**SOURCE MATERIAL**
--
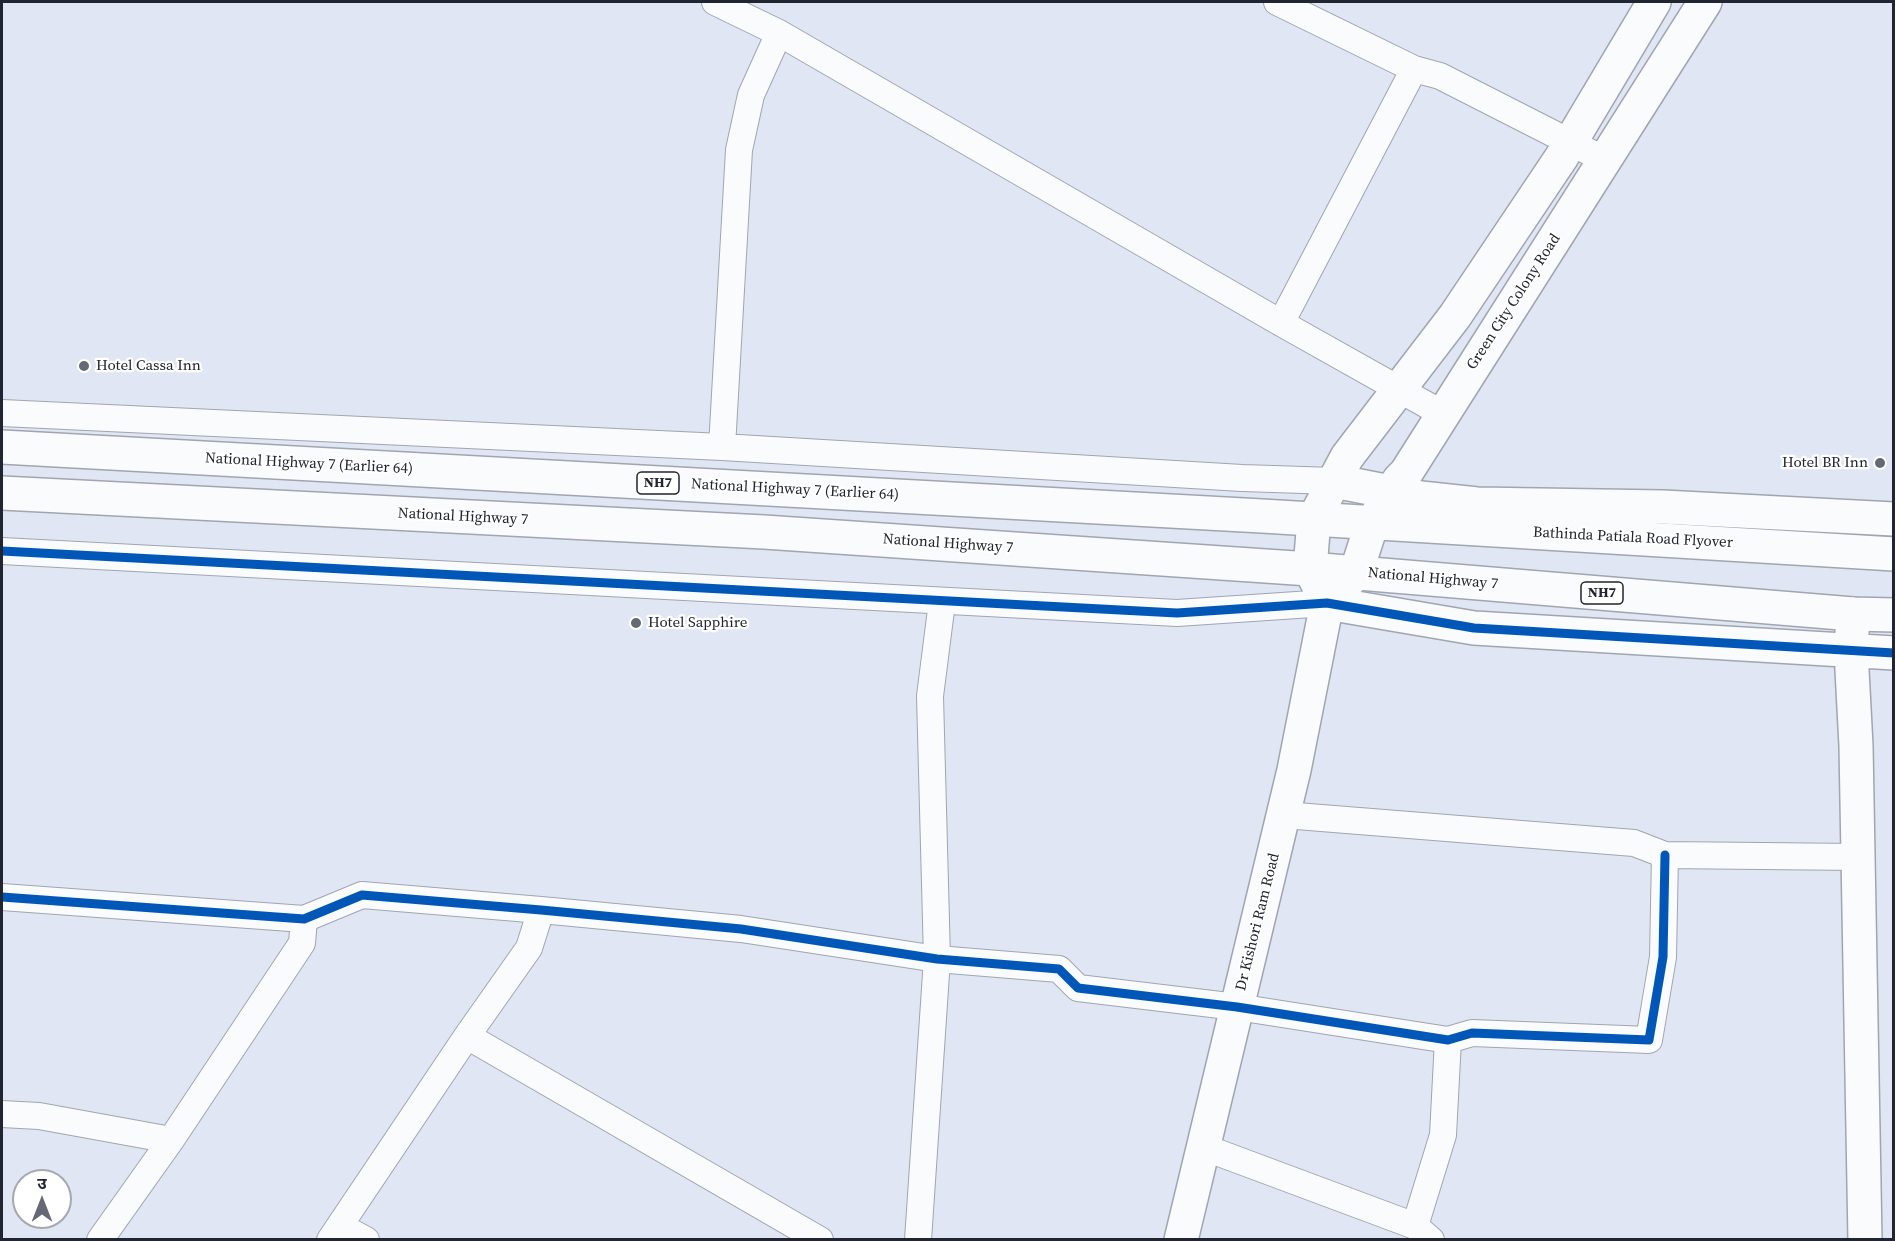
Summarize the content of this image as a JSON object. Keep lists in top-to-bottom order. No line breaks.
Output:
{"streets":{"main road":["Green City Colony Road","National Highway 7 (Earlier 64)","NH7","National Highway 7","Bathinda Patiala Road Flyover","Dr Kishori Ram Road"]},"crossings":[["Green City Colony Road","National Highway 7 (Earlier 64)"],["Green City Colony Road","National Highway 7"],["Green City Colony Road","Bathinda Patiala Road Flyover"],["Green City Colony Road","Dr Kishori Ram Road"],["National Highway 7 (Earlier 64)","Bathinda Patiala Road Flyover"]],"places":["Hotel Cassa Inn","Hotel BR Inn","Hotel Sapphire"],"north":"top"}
--
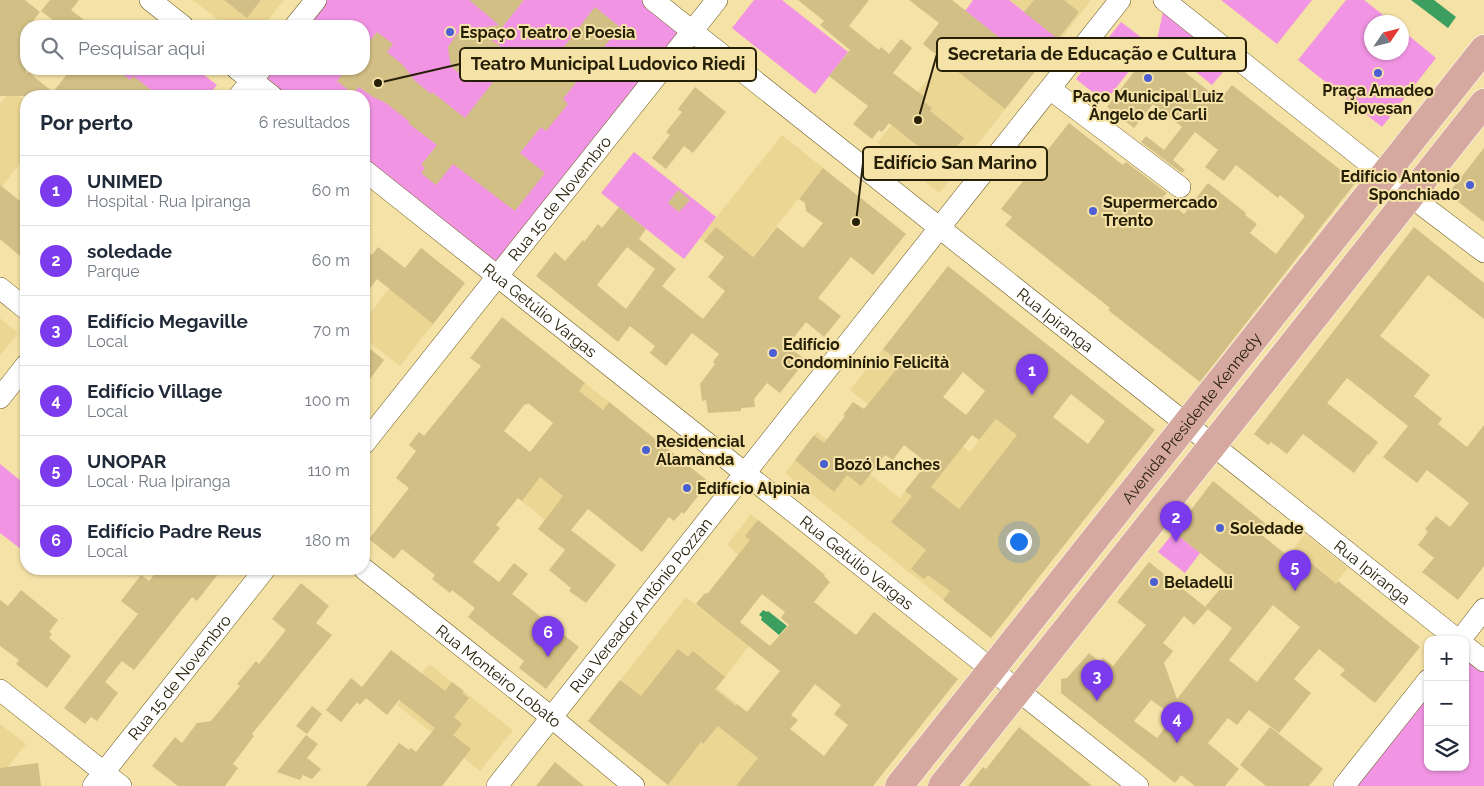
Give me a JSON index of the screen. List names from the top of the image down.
--
**WHAT TO WORK ON**
Only a number is wanted here: how many lines in the data above include the string "image"?

**TASK ANSWER**
2